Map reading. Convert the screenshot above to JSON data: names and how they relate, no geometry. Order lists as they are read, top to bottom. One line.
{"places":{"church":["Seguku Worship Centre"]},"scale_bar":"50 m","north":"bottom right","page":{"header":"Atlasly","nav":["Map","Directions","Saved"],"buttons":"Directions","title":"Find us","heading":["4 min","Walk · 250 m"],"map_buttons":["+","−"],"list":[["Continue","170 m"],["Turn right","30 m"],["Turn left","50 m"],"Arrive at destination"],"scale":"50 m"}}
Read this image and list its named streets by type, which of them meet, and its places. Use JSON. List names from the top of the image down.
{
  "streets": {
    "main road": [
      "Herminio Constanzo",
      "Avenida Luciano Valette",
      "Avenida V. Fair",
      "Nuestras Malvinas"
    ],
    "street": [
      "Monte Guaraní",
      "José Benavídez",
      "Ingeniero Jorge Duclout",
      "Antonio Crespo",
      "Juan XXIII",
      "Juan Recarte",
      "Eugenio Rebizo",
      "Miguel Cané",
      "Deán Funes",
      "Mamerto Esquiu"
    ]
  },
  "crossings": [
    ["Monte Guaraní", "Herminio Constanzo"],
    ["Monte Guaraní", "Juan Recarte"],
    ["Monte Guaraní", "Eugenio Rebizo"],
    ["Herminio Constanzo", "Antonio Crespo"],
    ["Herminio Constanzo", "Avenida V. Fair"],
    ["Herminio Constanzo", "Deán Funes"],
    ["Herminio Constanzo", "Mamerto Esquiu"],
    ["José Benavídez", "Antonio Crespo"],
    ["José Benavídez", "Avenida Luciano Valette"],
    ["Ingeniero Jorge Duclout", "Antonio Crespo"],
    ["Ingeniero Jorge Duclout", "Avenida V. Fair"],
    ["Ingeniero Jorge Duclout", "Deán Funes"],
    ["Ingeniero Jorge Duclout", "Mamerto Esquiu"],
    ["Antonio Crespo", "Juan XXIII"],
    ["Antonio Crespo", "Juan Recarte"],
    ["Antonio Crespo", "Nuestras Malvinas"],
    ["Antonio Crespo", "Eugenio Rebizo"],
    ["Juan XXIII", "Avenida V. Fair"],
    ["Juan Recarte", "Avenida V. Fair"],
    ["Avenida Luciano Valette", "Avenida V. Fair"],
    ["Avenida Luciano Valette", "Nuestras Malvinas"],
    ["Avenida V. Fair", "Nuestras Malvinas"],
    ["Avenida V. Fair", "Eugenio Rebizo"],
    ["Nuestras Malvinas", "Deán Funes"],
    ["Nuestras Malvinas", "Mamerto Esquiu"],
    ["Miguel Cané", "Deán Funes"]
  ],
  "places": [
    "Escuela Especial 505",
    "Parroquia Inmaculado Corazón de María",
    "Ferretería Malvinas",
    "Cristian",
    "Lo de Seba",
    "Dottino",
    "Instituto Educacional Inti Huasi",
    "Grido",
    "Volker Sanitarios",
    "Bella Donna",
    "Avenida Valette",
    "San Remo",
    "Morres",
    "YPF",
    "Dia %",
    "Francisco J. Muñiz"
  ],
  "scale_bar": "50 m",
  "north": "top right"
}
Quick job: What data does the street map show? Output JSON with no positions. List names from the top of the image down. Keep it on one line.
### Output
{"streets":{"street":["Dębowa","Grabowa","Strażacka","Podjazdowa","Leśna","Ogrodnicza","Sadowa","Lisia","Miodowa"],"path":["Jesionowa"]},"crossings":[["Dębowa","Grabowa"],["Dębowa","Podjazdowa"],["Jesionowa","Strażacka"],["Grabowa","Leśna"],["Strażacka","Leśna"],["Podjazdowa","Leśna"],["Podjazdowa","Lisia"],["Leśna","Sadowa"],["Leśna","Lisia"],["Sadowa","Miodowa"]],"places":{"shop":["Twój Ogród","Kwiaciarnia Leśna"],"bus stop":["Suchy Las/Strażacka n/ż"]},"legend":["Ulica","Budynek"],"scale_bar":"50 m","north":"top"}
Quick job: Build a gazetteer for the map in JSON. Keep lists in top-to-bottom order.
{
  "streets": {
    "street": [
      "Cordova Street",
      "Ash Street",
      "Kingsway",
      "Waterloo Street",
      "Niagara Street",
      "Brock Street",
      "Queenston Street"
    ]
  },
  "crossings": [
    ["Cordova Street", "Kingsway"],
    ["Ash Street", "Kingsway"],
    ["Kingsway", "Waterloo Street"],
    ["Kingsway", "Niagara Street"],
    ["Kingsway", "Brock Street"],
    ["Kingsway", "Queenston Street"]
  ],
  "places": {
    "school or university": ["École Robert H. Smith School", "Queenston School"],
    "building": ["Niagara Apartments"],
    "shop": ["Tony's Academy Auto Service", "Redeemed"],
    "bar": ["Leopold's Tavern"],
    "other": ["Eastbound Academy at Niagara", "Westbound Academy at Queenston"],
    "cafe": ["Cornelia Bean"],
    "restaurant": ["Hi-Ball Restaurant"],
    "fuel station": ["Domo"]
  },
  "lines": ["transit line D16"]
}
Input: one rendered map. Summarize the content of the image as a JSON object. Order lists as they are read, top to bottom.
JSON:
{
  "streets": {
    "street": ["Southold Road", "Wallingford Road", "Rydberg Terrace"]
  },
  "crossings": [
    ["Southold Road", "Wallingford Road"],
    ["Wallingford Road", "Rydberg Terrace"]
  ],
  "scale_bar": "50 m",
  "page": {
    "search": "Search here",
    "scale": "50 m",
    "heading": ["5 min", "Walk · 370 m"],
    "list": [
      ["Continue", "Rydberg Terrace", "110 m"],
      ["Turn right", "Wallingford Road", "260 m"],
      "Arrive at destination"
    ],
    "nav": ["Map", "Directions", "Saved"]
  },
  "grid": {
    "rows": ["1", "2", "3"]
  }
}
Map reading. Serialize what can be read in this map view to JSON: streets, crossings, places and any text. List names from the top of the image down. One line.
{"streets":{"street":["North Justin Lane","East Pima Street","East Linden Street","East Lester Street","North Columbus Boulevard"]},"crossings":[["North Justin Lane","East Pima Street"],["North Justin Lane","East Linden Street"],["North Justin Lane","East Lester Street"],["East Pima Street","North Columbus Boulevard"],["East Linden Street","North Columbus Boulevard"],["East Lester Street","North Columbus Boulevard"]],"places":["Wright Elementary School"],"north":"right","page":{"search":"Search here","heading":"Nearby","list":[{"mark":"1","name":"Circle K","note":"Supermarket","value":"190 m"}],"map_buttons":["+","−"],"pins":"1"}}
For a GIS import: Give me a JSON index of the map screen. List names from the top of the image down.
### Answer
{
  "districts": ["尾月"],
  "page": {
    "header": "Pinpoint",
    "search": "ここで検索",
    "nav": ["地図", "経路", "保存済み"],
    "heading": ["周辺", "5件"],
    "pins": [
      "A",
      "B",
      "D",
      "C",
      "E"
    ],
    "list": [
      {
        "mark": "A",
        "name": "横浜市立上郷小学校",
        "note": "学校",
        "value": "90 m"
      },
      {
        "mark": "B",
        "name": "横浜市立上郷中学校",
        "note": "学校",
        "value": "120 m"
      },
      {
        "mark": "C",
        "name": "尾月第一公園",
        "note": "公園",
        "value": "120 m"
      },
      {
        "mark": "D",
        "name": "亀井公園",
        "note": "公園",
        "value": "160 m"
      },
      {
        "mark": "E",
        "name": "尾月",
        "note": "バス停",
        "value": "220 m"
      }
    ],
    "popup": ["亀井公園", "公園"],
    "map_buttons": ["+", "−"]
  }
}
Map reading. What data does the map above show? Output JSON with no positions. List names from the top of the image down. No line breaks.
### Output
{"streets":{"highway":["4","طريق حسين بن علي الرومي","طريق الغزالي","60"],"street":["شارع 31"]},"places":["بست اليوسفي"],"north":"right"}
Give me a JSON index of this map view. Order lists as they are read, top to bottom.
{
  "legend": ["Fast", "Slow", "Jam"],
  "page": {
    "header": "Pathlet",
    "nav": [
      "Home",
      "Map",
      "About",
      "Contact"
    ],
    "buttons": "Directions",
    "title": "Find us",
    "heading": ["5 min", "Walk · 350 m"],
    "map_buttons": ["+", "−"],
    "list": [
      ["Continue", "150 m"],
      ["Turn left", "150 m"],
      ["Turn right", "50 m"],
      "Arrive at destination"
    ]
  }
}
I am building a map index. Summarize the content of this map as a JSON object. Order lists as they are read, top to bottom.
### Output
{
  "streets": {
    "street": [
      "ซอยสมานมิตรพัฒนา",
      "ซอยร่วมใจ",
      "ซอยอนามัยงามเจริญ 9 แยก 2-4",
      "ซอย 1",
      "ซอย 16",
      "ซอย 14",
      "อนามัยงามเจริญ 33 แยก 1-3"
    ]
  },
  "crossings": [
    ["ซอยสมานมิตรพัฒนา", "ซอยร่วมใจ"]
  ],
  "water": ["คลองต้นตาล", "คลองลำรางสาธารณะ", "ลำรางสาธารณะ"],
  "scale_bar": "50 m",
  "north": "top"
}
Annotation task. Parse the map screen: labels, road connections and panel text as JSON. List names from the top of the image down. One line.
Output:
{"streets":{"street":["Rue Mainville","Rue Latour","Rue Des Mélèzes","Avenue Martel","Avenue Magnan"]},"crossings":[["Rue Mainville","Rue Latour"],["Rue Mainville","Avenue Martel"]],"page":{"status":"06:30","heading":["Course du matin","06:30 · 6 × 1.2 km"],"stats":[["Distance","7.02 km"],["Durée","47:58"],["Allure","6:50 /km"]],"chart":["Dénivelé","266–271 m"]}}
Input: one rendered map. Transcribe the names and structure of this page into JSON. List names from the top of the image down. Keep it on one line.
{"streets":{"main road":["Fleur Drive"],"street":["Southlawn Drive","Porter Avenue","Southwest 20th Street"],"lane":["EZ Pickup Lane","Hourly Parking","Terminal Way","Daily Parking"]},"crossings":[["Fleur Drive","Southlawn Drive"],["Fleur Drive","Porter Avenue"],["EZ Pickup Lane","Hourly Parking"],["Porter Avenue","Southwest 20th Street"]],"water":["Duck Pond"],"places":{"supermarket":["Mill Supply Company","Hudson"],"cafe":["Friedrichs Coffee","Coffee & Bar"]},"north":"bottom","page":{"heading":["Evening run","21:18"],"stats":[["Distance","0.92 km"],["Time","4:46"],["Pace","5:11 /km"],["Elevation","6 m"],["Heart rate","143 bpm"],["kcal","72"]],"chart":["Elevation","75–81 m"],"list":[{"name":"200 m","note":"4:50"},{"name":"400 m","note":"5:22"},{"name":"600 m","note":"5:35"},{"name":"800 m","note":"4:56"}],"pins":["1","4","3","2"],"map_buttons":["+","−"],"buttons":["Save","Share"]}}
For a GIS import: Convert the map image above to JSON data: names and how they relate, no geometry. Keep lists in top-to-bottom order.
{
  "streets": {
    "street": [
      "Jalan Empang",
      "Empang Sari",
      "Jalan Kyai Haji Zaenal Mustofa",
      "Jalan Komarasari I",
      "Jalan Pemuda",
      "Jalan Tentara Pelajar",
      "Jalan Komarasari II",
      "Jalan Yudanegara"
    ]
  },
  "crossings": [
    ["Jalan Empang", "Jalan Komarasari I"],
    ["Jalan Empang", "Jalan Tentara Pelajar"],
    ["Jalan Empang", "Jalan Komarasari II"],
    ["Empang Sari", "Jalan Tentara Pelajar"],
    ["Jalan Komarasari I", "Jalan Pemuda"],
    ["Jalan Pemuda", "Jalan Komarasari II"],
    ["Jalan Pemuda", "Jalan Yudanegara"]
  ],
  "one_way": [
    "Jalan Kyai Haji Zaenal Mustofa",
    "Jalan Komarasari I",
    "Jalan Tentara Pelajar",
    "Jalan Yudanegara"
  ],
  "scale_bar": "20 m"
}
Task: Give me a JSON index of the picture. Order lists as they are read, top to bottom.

———

What is being asked ->
Search the records for the string "with" and, wherever a line contains it, please copy that line.

Finished task ->
Quick job: What data does the street map show? Output JSON with no positions. List names from the top of the image down. Keep it on one line.
Map reading. What data does the map above show? Output JSON with no positions. List names from the top of the image down. No line breaks.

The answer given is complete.